Reputation: 376
I have a large data.table
of genotypes (260,000 rows by 1000 columns). The rows are markers and the columns are the subjects. The data looks like this:
ID1 ID2 ID3 ID4
M1: CC CC TC CC
M2: GG GG GG GG
M3: TT TT TT TT
M4: TG TG TG TG
M5: TT TT TT TT
M6: TT TT TT TT
I need to split each genotype so that I have each allele in its own column like this:
V1 V2 V3 V4 V5 V6 V7 V8
M1: C C C C T C C C
M2: G G G G G G G G
M3: T T T T T T T T
M4: T G T G T G T G
M5: T T T T T T T T
M6: T T T T T T T T
I have come up with two solutions, both of which work on a subset of the data, but breaks down on the entire data set due to memory issues or some internal error of data.table
that I dont understand.
I used strsplit
on each column and stored it to a list, then used do.call
to merge them all. I also parallelized it using the foreach
function
ids <- colnames(DT)
gene.split <- function(i) {
as.data.table(do.call(rbind,strsplit(as.vector(eval(parse(text=paste("DT$",ids[i])))), split = "")))
}
all.gene <- foreach(i=1:length(ids)) %dopar% gene.split(i)
do.call(cbind,all.gene)
On 4 cores this breaks down due to memory issues.
The second solution is based on a similar problem which uses the set
function:
out_names <- paste("V", 1:(2*ncol(DT)), sep="_")
invar1 <- names(DT)
for (i in seq_along(invar1)) {
set(DT, i=NULL, j=out_names[2*i-1], value=do.call(rbind, strsplit(DT[[invar1[i]]], split = ""))[,1])

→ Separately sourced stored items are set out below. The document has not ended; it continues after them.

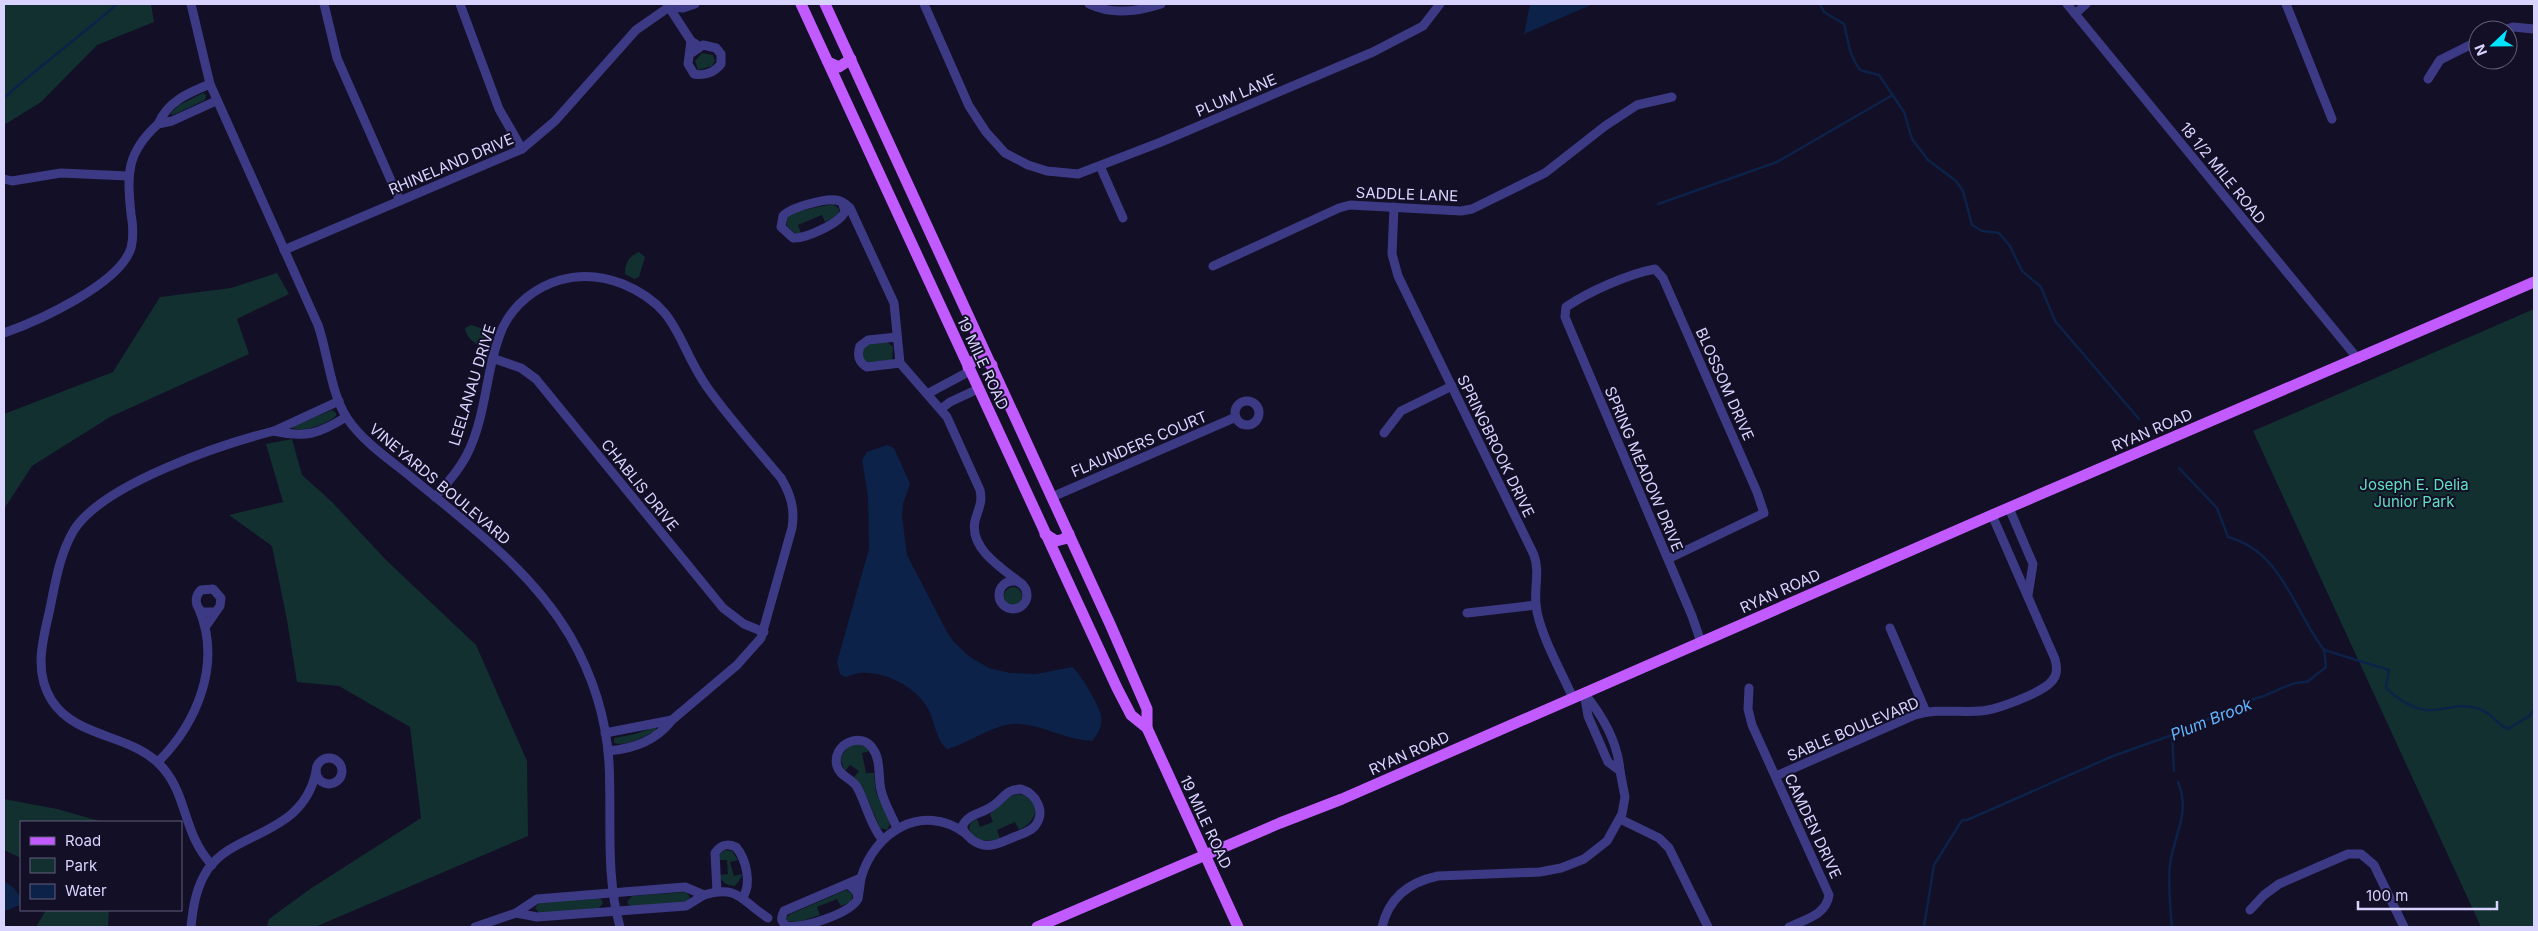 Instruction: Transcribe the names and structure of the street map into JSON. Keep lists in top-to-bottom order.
{
  "streets": {
    "main road": ["19 MILE ROAD", "RYAN ROAD"],
    "street": [
      "PLUM LANE",
      "RHINELAND DRIVE",
      "18 1/2 MILE ROAD",
      "SADDLE LANE",
      "BLOSSOM DRIVE",
      "LEELANAU DRIVE",
      "FLAUNDERS COURT",
      "SPRINGBROOK DRIVE",
      "SPRING MEADOW DRIVE",
      "VINEYARDS BOULEVARD",
      "CHABLIS DRIVE",
      "SABLE BOULEVARD",
      "CAMDEN DRIVE"
    ]
  },
  "crossings": [
    ["RHINELAND DRIVE", "VINEYARDS BOULEVARD"],
    ["18 1/2 MILE ROAD", "RYAN ROAD"],
    ["SADDLE LANE", "SPRINGBROOK DRIVE"],
    ["19 MILE ROAD", "RYAN ROAD"],
    ["19 MILE ROAD", "FLAUNDERS COURT"],
    ["BLOSSOM DRIVE", "SPRING MEADOW DRIVE"],
    ["LEELANAU DRIVE", "VINEYARDS BOULEVARD"],
    ["LEELANAU DRIVE", "CHABLIS DRIVE"],
    ["RYAN ROAD", "SPRINGBROOK DRIVE"],
    ["RYAN ROAD", "SPRING MEADOW DRIVE"],
    ["RYAN ROAD", "SABLE BOULEVARD"],
    ["SABLE BOULEVARD", "CAMDEN DRIVE"]
  ],
  "water": ["Plum Brook"],
  "parks": ["Joseph E. Delia Junior Park"],
  "legend": ["Road", "Park", "Water"],
  "scale_bar": "100 m",
  "north": "left"
}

set(DT, i=NULL, j=out_names[2*i], value=do.call(rbind, strsplit(DT[[invar1[i]]], split = ""))[,2])
}
which works on a few columns but then I get the following error if I try using the entire dataset:
Error in set(DT, i = NULL, j = out_names[2 * i - 1], value = do.call(rbind, : Internal logical error. DT passed to assign has not been allocated enough column slots. l=163, tl=163, adding 1
Am I going about this the wrong way?
Upvotes: 0
Views: 941
Reputation: 115485
Here is an approach using data.table::set
and substr
(not strsplit)
Using @jbaums example data l
# coerce to `data.table` without a copy
setDT(l)
# over allocate columns so that `data.table` can assign by reference
# this will stop the error you were seeing
alloc.col(l,3000)
out_names <- paste("V", 1:(2*ncol(l)), sep="_")
invar1 <- names(l)
for (i in seq_along(invar1)) {
set(l, i=NULL, j=out_names[2*i-1], value=substr(l[[invar1[i]]],1,1))
set(l, i=NULL, j=out_names[2*i], value=substr(l[[invar1[i]]],2,2))
}
The final step took 37 seconds on my Windows 7 i7 2600 machine with 8GB ram
In your example you run strsplit twice (and use do.call(rbind....)
) --> not efficient.
Some benchmarking of possible approaches to the splitting....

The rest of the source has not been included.